4.3.5 Welstandsnota Buitengebied
4.3.5.1 Inleiding

De gemeente Hardenberg heeft op 3 december 2013 de Welstandsnota voor het buitengebied opgesteld. In aansluiting op de welstandsnota voor de kernen is er in deze nota voor het buitengebied eveneens gekozen voor verschillende niveaus van welstand. Het plangebied is gelegen binnen het welstandsgebied 'Essen-Hoeven'. Voor dit gebied geldt welstandsniveau 1. Belangrijk voor dit gebied zijn de volgende punten:

erfclusters:

  • Sturen op concentratie van bebouwing, met losse strooiing (erfstructuur);
  • Sturen op behoud en versterking van de agrarische Architectuur(voor-achterhuis principe) met bijbehorende detaillering en materiaalgebruik zoals beschreven in de waardering;
  • Sturen op alle gevels, vanwege alzijdige ligging.

essen-hoevenlandschap:

  • Sturen op behoud en versterking van de agrarische architectuur(voor-achterhuis principe) met bijbehorende detaillering en materiaalgebruik zoals beschreven in de waardering.
  • Sturen op alle gevels, vanwege alzijdige ligging.

bebouwingsstructuur:

  • Versterken kenmerkende bebouwingsstructuren aan wegen.
  • Sturen op bebouwing reagerend op de structuren.
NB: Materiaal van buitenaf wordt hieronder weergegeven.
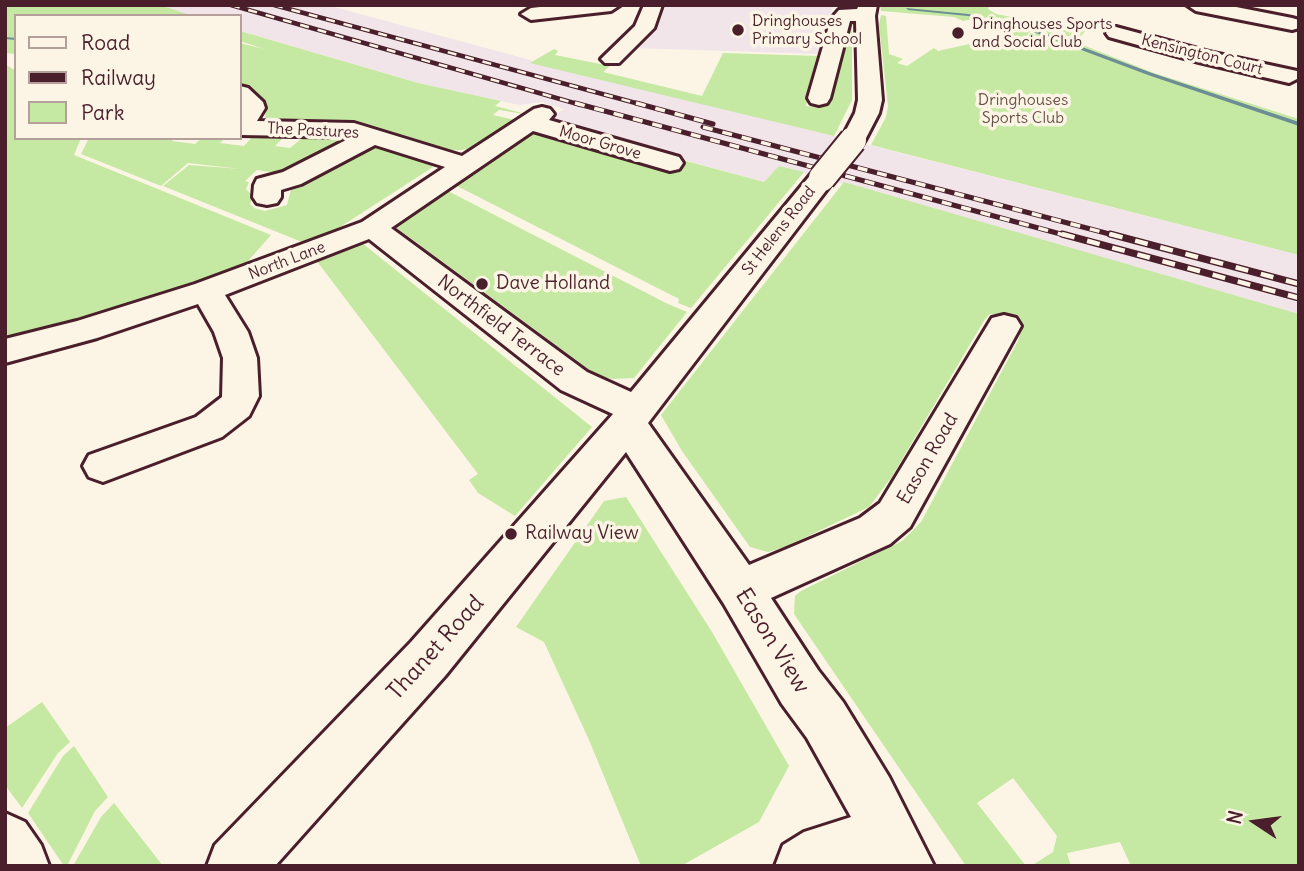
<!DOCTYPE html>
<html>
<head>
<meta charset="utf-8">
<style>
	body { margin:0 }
	#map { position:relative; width:1304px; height:871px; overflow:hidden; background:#fcf5e5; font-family:Delius,sans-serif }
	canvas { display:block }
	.frame { position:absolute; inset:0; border:7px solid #4a1f2b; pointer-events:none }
	.legend { position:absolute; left:14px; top:14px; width:228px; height:126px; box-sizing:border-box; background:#fcf5e5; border:2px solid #b59f9b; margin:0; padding:9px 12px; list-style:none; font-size:21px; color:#4a1f2b }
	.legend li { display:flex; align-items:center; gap:14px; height:35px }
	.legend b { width:35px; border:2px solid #b59f9b }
	.north { position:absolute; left:1220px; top:787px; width:70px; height:70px; -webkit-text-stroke:5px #fcf5e5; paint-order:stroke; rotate:283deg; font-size:19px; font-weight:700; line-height:28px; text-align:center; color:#4a1f2b }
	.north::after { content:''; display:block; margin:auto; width:24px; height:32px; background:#4a1f2b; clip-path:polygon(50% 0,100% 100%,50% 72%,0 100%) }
</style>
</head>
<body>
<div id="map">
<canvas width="1304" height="871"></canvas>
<div class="frame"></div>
<ul class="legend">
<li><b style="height:9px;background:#fcf5e5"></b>Road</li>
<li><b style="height:9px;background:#4a1f2b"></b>Railway</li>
<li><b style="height:19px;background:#c5e8a2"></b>Park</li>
</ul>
<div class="north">N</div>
</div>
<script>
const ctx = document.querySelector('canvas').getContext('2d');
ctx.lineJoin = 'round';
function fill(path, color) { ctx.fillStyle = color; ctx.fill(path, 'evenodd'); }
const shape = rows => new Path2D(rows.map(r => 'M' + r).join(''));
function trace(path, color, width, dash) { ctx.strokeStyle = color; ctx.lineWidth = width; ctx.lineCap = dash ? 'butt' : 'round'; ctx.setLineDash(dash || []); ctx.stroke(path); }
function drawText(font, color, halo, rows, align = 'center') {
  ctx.font = font + ' Delius,sans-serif'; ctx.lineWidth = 7; ctx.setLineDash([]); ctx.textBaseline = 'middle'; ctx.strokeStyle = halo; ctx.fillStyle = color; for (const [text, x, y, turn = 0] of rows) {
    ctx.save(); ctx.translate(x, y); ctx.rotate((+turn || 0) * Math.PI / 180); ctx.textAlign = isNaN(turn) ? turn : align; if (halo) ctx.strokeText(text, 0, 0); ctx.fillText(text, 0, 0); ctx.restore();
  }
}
fill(shape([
	[160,5,327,5,534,61,531,62,834,136,1299,255,1299,314,780,166,764,182,651,151,548,120,564,109,541,102,519,105,418,83,240,31,240,16,193,16],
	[663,5,851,5,833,7,818,54,634,48,657,26,661,19]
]), '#f1e5e9');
fill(shape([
	[5,5,160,5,193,16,16,16,16,54,5,53],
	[880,5,983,5,989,7,988,9,996,14,1064,27,1068,24,1085,25,1092,18,1097,19,1075,42,1154,73,1299,119,1299,255,871,145,886,117,888,106,879,25,881,15,886,16,889,54,903,59,897,63,907,66,934,48,938,51,1005,36,973,19,963,21,954,17,881,11],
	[852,19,852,100,834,136,530,63,554,49,558,51,555,55,610,66,603,72,702,96,723,53,819,56,806,106,820,108,823,102,830,102,832,96,826,93,847,20],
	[240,31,418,83,501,101,495,106,530,115,499,110,493,115,515,120,477,147,462,150,447,150,358,124,264,121,267,107,259,108,245,91,240,90,240,43,264,49,240,41],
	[5,64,16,71,16,138,81,138,74,155,271,235,242,268,82,320,5,338],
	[532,130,674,171,686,161,764,182,779,166,804,172,691,308,678,303,679,299,453,184],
	[287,134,275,146,290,148,306,135,344,140,315,161,308,159,285,172,277,173,257,170,245,181,249,182,246,189,253,196,250,204,254,208,265,211,287,205,291,189,323,171,332,171,359,151,372,146,429,163,433,167,326,236,307,244,163,186,189,165,241,169,188,163,161,186,81,154,89,138,174,138,172,141,195,144,202,138,225,138,220,143,244,146,254,135],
	[844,182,1299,314,1299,866,1131,866,1120,842,1067,853,1071,866,1031,866,1053,852,1057,836,1013,778,977,803,1026,866,966,866,794,614,795,596,801,591,902,541,921,522,1018,341,1022,328,1016,321,998,314,990,314,985,319,891,478,869,507,785,547,768,552,750,547,682,451,661,415],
	[446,190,666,303,687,312,634,378,613,379,598,376,394,226],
	[362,243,592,427,515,516,478,493,469,480,478,474,316,260],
	[626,497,712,632,789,766,759,822,681,866,641,866,589,740,544,642,516,627,604,501],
	[42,702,70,742,58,753,22,808,5,785,5,728],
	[74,746,108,797,95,811,67,866,64,866,28,813,63,756],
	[114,803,163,866,73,866,101,817]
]), '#c5e8a2');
fill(shape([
	[906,8,968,14,1031,28,1152,73,1299,122,1299,126,1148,75,1028,30,968,16,908,10,906,8],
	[5,37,16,38,16,40,5,39,5,37]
]), '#6d8d96');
const minor = shape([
	[558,5,620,5,611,11,531,20,521,14,531,8,558,5],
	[644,5,662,5,654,28,619,63,605,63,601,59,635,26,644,5],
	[859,5,877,5,875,16,882,100,879,113,865,140,862,145,853,147,844,145,841,140,855,113,858,100,856,21,850,21,830,98,827,103,819,105,811,103,808,98,831,19,839,10,857,9,859,5],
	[1187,5,1226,5,1292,18,1299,20,1299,28,1292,30,1196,11,1187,5],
	[1116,27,1209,52,1297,71,1299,78,1289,83,1199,62,1109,37,1106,33,1109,29,1116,27],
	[240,86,248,88,263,102,265,108,257,121,354,123,462,156,534,109,542,107,550,109,554,114,549,120,679,157,683,163,679,169,670,171,533,131,391,228,587,372,631,392,813,172,822,170,831,172,835,178,831,184,648,423,749,565,860,518,880,503,992,318,1004,315,1016,318,1021,326,910,527,890,544,771,598,818,670,843,702,889,777,934,866,775,866,783,845,804,832,851,817,807,738,782,704,724,604,626,452,445,676,275,866,207,866,215,845,411,642,613,414,561,390,369,239,225,295,248,332,257,358,259,396,249,416,222,437,103,482,89,477,83,466,89,455,196,417,222,397,223,358,214,332,198,304,97,338,5,363,5,339,77,321,195,284,362,222,445,167,375,145,301,184,281,190,281,197,277,203,267,205,257,203,253,197,254,185,257,179,283,172,352,137,240,135,240,86],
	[5,813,25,822,41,845,49,866,5,866,5,813]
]);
trace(minor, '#4a1f2b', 6);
fill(minor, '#fcf5e5');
const railFar2 = shape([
	[231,5,581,105],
	[274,5,643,105]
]);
const railFar1 = shape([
	[575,103,1068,236],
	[636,103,713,124],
	[703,127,1117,236]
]);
const rail = shape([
	[1062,234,1299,298],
	[1110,234,1299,284]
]);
trace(railFar2, '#4a1f2b', 4.5);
trace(railFar1, '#4a1f2b', 5);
trace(rail, '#4a1f2b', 7);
trace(railFar2, '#fcf5e5', 2.5, [9]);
trace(railFar1, '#fcf5e5', 3.5, [10]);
trace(rail, '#fcf5e5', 4.5, [13]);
const minorBridge = shape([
	[822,178,853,140]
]);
trace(minorBridge, '#4a1f2b', 30, []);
trace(minorBridge, '#fcf5e5', 26);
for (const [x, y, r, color] of [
	[738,30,7,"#4a1f2b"],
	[958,33,7,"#4a1f2b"],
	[482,284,7,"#4a1f2b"],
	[511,534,7,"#4a1f2b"]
]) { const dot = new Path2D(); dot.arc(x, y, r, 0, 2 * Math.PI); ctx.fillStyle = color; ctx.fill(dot); trace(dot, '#fcf5e5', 2.5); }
drawText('16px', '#4a1f2b', '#fcf5e5', [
	["Dringhouses",752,21],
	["Primary School",752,39],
	["Dringhouses Sports",972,24],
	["and Social Club",972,42]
], 'left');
drawText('16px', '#4a1f2b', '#fcf5e5', [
	["Kensington Court",1202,55,14],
	["The Pastures",313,131,3],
	["Moor Grove",600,143,16],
	["St Helens Road",779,231,-52],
	["North Lane",287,261,-21]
]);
drawText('16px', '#695149', '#fcf5e5', [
	["Dringhouses",1023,100],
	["Sports Club",1023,118]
]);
drawText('19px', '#4a1f2b', '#fcf5e5', [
	["Dave Holland",496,284],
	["Railway View",525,534]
], 'left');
drawText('19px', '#4a1f2b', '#fcf5e5', [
	["Northfield Terrace",501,326,37],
	["Eason Road",928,459,-60]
]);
drawText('23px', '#4a1f2b', '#fcf5e5', [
	["Eason View",772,641,58],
	["Thanet Road",436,648,-48]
]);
</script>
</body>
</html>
Bijgebouwen zijn ondergeschikt.
  • Sturen op voor(zicht)gevels met bijbehorend materiaalgebruik en detaillering.
afbeelding "i_NL.IMRO.0160.BP00353-VG01_0018.png"  
Afbeelding 4.7: Uitsnede van de welstandsnota buitengebied (Bron: Gemeente Hardenberg)  
4.3.5.2 Essen-hoevenlandschap

Voor het Essen-hoevenlandschap gelden de volgende criteria:

Erfstructuur

  • De landschappelijke structuur, de positie en oriëntatie van bebouwing op het erf in de directe omgeving zijn richtinggevend bij nieuwbouw.
  • De bebouwing sluit aan op de losse erfstrooiing(soms landschapsgekeerd: met de achterzijde naar de weg).

Hoofdvorm

  • De hoofdmassa is eenvoudig vormgegeven (zadelkap met lage gootlijn) en passend (qua maat en schaal) tussen de bebouwing in de omgeving.

Gevels

  • Alle gevels richting de omgeving zijn representatief vormgegeven.
  • De architectuur is afgestemd op de bebouwing uit de omgeving en reageert op de streekeigen gebiedskenmerken.
  • Bij verbouw aan (voormalige) boerderijen blijft het onderscheid tussen voor- en achterhuis (woongedeelte en schuur) zichtbaar.
  • In geval van een uitbreiding, verbouw of renovatie wordt deze afgestemd op het bestaande bouwwerk.
  • De gevelcompositie, de plaats, de afmetingen en verhoudingen van gevelopeningen zijn zorgvuldig op elkaar afgestemd.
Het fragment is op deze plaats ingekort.